----- Input data -----
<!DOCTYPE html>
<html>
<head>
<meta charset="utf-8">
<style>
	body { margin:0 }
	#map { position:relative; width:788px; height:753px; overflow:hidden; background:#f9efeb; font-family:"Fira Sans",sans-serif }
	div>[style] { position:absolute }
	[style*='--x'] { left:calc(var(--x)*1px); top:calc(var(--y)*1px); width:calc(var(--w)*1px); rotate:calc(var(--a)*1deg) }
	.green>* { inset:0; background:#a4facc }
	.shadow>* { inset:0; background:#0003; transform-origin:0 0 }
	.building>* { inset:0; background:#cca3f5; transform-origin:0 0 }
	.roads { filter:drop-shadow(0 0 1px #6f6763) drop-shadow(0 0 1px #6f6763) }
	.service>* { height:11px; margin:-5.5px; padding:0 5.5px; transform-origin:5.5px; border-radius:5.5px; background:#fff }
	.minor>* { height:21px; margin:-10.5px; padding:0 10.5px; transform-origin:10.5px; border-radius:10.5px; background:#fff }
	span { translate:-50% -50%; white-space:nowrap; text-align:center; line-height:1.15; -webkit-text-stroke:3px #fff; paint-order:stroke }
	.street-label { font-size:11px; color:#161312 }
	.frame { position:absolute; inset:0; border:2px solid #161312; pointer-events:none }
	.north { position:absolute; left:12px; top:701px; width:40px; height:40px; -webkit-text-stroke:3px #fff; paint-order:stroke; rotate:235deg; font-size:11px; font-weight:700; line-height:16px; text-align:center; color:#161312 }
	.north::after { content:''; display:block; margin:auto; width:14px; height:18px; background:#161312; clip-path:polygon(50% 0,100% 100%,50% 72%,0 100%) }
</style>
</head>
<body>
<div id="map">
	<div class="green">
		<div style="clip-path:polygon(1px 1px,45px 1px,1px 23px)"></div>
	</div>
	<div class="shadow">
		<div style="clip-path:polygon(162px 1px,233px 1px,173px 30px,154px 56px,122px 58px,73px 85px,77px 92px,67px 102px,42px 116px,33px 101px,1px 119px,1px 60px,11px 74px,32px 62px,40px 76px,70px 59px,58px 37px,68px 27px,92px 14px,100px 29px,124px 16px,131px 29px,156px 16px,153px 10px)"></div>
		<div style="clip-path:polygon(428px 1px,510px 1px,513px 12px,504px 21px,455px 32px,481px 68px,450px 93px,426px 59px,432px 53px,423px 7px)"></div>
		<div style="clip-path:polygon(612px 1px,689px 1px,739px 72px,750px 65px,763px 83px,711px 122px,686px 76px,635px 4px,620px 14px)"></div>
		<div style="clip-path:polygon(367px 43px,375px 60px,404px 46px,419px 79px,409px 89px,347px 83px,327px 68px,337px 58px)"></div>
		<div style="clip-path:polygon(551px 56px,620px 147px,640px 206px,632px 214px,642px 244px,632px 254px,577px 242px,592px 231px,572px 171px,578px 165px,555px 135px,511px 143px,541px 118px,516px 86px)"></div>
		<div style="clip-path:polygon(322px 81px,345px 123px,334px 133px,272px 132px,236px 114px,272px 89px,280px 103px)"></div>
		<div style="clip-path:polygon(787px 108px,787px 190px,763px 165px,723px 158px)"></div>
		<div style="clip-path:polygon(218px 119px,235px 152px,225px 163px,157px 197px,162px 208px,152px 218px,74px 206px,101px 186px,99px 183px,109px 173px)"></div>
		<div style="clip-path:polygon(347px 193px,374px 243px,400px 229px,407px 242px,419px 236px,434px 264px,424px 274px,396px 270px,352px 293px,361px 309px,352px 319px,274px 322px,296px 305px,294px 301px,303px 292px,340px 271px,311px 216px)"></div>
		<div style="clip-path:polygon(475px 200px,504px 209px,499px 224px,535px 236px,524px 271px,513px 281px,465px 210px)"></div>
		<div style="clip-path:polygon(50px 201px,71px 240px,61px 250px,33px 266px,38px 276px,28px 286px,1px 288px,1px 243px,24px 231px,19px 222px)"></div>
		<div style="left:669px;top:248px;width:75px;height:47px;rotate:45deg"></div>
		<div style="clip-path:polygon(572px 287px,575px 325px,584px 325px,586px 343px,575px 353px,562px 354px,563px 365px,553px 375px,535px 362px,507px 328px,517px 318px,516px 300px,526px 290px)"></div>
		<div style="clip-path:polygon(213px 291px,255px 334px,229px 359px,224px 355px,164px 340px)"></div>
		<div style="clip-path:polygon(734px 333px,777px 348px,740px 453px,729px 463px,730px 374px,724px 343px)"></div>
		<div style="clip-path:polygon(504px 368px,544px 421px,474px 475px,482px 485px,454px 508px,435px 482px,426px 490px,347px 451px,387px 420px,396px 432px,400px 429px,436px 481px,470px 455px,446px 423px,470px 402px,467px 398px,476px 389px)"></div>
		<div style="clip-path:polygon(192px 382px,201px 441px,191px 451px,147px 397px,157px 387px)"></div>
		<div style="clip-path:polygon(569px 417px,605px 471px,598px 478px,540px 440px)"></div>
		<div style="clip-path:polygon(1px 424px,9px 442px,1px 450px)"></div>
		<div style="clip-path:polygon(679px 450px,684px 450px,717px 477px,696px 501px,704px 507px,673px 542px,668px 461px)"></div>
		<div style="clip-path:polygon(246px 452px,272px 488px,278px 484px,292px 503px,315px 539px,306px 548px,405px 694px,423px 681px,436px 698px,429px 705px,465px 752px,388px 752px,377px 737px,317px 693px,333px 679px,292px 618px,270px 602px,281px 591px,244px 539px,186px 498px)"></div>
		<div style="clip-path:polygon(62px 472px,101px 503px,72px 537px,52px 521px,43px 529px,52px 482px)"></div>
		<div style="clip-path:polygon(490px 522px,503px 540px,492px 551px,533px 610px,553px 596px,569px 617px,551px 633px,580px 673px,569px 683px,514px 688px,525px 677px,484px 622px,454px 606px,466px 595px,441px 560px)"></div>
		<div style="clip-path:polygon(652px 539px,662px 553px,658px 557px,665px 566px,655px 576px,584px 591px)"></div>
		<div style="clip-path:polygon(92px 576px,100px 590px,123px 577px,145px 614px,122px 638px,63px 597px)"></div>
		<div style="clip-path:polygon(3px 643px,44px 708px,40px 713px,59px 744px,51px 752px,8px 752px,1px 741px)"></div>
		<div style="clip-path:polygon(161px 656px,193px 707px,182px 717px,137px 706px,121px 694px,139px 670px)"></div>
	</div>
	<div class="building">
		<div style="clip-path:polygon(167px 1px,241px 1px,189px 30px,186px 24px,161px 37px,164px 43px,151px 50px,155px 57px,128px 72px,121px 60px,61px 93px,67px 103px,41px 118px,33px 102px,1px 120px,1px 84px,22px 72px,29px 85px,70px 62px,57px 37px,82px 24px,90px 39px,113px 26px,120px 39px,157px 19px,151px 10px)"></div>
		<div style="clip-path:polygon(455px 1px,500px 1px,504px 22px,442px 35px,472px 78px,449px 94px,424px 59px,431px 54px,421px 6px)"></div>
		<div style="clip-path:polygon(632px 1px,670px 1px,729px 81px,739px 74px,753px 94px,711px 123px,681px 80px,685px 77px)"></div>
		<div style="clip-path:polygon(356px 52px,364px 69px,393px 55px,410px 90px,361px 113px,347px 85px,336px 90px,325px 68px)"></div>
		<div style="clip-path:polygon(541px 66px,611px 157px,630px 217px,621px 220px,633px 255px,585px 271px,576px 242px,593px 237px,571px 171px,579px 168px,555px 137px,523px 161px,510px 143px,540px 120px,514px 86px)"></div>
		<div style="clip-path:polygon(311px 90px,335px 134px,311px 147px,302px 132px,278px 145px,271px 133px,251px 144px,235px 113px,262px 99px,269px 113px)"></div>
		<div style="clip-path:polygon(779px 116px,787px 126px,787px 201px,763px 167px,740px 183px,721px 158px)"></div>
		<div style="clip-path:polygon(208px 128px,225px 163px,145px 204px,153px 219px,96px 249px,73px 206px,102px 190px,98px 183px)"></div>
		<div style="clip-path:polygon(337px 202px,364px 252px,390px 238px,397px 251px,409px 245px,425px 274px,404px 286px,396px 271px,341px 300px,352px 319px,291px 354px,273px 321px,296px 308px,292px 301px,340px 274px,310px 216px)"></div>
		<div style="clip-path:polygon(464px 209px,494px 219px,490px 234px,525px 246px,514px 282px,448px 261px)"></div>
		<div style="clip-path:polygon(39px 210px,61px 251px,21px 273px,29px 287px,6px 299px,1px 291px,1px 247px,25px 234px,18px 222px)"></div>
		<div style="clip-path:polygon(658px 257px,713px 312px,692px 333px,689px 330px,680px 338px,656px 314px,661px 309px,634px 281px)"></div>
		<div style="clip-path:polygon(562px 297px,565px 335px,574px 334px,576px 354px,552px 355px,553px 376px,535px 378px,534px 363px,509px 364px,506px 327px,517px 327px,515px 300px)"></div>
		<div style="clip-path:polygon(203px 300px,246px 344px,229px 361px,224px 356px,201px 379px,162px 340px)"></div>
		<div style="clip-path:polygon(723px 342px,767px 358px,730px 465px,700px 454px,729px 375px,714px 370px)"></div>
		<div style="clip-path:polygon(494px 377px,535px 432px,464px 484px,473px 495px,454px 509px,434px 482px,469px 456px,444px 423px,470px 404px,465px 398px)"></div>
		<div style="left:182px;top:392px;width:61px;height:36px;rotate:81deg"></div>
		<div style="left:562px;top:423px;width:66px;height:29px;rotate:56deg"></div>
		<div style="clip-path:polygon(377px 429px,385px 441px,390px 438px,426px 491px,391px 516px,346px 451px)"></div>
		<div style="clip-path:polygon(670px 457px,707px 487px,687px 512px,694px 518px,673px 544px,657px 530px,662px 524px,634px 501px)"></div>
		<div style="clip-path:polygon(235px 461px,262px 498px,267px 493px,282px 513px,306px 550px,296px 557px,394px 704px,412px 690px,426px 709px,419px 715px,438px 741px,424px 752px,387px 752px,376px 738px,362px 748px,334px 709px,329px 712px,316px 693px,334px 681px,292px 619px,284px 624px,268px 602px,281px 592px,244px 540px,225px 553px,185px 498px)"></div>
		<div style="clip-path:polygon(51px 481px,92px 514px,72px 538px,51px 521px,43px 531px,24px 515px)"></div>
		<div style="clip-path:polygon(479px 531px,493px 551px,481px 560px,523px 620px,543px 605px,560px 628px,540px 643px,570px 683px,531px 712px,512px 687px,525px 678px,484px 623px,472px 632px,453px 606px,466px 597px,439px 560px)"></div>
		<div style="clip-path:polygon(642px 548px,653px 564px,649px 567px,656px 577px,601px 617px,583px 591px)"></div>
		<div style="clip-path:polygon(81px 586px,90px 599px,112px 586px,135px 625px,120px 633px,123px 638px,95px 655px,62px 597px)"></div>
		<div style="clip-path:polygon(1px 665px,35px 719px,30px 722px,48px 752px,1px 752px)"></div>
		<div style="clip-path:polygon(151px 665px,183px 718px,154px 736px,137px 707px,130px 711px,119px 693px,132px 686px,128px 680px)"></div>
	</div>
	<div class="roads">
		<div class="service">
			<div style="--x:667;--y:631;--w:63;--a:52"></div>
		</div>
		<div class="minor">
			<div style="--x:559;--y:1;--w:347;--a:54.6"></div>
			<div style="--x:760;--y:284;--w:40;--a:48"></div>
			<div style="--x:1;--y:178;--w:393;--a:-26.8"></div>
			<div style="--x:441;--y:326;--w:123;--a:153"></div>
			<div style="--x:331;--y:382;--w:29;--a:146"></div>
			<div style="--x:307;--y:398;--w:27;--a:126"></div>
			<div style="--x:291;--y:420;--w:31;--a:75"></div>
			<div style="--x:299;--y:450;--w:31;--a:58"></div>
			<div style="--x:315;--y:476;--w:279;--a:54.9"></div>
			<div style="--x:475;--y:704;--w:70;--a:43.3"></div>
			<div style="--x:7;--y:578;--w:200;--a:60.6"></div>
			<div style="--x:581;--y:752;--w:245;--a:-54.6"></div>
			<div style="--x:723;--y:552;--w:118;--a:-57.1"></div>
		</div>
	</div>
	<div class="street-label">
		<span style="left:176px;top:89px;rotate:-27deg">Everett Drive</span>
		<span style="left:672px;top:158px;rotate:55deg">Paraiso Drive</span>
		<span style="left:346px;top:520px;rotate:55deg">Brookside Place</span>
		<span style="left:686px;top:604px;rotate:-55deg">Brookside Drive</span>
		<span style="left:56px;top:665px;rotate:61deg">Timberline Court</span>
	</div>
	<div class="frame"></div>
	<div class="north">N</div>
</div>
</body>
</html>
-----
----- Input data -----
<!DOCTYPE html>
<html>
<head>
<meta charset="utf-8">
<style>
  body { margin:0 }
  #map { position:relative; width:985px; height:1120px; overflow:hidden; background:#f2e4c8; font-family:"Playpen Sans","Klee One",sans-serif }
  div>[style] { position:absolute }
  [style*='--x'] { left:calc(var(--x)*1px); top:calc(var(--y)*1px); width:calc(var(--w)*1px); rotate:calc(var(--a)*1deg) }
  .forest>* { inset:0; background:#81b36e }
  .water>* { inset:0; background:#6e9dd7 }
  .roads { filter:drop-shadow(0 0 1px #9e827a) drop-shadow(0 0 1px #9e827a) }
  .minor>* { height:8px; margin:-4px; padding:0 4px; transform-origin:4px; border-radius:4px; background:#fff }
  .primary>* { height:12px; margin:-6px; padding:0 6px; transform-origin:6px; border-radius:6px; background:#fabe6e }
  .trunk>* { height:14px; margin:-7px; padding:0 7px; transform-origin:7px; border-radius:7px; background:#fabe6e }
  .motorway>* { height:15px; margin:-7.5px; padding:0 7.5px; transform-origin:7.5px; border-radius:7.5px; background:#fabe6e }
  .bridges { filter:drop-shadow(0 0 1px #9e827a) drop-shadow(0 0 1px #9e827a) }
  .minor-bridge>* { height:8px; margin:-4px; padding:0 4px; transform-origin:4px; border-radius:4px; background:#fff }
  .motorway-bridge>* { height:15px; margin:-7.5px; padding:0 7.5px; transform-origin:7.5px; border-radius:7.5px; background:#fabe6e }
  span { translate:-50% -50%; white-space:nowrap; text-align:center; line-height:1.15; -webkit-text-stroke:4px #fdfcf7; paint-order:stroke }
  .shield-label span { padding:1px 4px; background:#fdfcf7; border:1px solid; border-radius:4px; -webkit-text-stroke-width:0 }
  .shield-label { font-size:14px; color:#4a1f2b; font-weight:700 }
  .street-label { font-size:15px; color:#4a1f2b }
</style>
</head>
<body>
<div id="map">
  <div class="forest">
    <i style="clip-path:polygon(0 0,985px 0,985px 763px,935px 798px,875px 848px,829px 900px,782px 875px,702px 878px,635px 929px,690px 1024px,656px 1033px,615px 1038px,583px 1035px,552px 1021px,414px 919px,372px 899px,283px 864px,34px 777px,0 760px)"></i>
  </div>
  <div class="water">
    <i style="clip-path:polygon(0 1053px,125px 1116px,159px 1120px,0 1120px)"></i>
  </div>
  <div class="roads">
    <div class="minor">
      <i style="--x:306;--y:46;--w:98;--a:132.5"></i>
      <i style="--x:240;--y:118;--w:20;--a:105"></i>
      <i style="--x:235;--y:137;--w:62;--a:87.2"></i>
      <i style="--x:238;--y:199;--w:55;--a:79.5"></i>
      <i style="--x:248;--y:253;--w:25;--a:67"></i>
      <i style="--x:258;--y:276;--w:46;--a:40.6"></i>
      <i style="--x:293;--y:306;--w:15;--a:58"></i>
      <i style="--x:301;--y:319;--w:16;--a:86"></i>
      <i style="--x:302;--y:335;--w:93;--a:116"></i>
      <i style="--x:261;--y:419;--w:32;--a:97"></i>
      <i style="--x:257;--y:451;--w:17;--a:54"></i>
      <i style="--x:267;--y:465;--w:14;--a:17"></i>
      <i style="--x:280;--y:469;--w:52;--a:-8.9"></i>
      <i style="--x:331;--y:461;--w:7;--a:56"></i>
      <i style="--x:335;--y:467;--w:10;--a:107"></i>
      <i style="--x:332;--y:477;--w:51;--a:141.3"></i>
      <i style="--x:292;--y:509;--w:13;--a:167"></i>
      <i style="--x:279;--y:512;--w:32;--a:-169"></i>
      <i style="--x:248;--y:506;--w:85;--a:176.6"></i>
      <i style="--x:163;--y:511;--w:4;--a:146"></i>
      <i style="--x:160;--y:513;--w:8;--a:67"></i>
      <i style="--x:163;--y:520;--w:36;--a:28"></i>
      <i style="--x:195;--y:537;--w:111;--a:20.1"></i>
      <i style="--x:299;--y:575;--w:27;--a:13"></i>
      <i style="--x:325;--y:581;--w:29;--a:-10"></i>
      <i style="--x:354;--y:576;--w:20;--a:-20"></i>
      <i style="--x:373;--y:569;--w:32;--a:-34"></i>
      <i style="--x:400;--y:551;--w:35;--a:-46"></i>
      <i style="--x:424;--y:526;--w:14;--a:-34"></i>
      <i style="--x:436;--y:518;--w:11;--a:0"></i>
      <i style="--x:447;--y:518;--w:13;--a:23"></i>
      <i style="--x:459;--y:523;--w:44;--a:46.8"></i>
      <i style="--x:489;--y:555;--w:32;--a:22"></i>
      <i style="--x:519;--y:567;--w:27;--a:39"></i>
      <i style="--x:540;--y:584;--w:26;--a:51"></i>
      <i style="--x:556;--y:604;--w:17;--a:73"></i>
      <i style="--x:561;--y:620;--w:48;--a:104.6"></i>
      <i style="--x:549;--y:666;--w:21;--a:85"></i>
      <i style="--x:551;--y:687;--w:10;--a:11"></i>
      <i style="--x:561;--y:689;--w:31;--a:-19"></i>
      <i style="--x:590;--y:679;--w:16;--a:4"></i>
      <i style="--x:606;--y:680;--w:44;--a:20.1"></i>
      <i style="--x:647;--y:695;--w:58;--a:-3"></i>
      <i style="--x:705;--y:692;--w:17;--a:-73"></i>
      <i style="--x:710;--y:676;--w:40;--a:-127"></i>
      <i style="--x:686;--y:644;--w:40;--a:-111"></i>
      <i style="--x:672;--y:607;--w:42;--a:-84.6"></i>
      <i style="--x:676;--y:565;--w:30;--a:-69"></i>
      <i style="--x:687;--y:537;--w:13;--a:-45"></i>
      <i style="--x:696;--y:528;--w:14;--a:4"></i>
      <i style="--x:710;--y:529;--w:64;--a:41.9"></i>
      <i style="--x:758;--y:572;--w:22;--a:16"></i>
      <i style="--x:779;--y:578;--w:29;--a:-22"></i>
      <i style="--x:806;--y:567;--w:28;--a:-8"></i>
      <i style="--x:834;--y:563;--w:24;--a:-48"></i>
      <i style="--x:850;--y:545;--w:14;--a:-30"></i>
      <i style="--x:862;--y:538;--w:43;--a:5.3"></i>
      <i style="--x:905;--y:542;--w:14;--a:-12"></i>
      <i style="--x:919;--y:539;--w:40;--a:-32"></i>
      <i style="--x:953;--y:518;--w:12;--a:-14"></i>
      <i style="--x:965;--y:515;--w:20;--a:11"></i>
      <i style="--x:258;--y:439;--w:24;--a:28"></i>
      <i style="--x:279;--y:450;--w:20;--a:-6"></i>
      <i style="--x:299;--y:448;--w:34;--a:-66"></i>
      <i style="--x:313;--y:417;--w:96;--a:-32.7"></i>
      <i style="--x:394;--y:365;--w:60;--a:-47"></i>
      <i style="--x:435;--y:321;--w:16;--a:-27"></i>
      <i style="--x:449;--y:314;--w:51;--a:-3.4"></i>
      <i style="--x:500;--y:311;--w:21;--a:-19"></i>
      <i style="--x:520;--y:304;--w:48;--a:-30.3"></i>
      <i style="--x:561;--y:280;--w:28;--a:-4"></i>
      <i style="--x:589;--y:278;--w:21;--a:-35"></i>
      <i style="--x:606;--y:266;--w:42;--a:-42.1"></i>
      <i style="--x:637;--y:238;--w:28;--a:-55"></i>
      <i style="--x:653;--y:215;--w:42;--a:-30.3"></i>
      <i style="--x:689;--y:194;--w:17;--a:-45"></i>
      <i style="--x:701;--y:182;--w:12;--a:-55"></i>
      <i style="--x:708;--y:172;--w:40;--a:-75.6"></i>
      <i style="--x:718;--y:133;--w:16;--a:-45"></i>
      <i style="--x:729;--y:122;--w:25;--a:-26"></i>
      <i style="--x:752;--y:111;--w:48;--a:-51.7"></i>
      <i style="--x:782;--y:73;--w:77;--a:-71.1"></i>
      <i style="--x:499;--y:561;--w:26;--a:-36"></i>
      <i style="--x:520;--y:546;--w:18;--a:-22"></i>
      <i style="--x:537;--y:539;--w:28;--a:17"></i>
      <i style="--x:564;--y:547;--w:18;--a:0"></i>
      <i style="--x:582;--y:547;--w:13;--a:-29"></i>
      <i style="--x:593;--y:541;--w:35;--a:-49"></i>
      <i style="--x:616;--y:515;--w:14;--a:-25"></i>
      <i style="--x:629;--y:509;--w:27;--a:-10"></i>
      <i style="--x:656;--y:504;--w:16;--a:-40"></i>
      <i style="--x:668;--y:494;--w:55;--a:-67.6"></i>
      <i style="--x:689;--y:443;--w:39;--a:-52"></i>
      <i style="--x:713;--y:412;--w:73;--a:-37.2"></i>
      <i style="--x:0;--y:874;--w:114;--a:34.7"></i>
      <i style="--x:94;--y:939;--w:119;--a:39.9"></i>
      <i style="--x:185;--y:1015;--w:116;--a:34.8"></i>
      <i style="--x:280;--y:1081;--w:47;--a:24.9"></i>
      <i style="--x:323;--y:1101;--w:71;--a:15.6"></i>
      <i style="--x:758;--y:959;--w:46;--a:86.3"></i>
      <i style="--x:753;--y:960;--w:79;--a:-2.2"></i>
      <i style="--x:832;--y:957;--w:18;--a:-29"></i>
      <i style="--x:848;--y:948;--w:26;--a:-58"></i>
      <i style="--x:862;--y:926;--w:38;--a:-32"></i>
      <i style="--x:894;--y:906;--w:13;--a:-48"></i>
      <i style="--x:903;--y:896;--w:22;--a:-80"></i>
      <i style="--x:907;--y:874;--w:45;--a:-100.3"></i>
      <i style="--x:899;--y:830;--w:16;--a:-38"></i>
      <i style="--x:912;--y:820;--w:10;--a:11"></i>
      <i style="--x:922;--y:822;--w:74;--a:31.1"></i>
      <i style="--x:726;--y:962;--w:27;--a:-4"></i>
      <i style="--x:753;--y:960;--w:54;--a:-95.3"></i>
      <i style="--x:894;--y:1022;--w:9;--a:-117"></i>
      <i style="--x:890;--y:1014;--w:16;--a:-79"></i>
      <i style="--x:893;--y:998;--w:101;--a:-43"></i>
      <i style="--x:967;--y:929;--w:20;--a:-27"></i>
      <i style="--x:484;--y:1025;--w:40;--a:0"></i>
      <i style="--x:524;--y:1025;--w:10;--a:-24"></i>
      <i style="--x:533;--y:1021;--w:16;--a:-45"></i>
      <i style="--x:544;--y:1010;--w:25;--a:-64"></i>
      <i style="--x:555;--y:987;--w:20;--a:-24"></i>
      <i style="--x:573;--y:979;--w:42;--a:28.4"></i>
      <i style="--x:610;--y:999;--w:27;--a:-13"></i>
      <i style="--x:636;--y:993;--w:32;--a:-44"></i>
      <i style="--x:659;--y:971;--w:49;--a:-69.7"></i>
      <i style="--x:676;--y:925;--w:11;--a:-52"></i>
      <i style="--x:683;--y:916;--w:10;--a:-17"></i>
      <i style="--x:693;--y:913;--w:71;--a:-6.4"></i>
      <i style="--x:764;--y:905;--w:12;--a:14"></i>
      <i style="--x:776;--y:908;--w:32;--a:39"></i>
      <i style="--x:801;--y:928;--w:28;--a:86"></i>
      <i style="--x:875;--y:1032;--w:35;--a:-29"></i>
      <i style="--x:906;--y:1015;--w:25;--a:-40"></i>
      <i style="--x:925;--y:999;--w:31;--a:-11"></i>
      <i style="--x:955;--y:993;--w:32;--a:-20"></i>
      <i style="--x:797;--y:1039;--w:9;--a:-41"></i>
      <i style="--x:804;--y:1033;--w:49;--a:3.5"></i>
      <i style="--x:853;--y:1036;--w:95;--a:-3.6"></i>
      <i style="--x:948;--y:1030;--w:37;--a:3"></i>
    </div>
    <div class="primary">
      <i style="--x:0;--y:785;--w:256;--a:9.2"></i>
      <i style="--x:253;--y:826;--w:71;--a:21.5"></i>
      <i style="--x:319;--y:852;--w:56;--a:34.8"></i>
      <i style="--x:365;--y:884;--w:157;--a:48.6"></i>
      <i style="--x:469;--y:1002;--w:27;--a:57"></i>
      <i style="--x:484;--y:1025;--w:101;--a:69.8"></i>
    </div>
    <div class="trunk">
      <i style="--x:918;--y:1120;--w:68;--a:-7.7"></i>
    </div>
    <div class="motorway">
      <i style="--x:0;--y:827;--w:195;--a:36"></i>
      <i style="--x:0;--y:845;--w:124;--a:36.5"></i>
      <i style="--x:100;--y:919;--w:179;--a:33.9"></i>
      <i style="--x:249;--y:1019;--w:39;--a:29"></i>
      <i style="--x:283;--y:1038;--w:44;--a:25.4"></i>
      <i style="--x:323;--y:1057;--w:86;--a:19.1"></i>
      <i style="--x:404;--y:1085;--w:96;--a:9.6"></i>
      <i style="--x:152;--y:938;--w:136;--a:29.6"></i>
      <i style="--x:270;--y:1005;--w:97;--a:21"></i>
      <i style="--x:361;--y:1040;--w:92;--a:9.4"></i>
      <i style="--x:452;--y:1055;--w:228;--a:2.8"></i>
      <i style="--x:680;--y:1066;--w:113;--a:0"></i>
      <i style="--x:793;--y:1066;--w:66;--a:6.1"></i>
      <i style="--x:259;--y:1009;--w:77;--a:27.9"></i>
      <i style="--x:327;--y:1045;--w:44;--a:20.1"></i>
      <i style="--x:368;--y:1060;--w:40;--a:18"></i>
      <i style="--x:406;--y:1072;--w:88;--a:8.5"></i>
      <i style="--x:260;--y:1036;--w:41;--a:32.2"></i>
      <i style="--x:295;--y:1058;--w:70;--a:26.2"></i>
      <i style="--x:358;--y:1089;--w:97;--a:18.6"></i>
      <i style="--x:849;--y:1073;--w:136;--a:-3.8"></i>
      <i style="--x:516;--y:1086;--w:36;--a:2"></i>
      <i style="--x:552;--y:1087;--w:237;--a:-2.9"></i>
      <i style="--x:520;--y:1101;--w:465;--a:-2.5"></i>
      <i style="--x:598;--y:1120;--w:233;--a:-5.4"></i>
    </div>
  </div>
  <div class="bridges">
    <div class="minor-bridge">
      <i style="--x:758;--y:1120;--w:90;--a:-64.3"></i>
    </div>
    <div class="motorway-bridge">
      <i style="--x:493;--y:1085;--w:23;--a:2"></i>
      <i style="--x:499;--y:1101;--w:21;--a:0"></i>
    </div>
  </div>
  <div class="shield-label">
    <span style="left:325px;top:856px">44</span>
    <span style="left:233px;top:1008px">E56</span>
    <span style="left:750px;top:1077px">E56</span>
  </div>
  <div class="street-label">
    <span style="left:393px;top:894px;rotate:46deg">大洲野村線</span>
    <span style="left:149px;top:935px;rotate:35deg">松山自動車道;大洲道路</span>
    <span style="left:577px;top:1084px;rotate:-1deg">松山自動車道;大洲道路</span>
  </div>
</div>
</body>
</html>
-----
Work required —
How many lines of these entries contain "relative"? Answer with the number and nothing else.

Written response —
2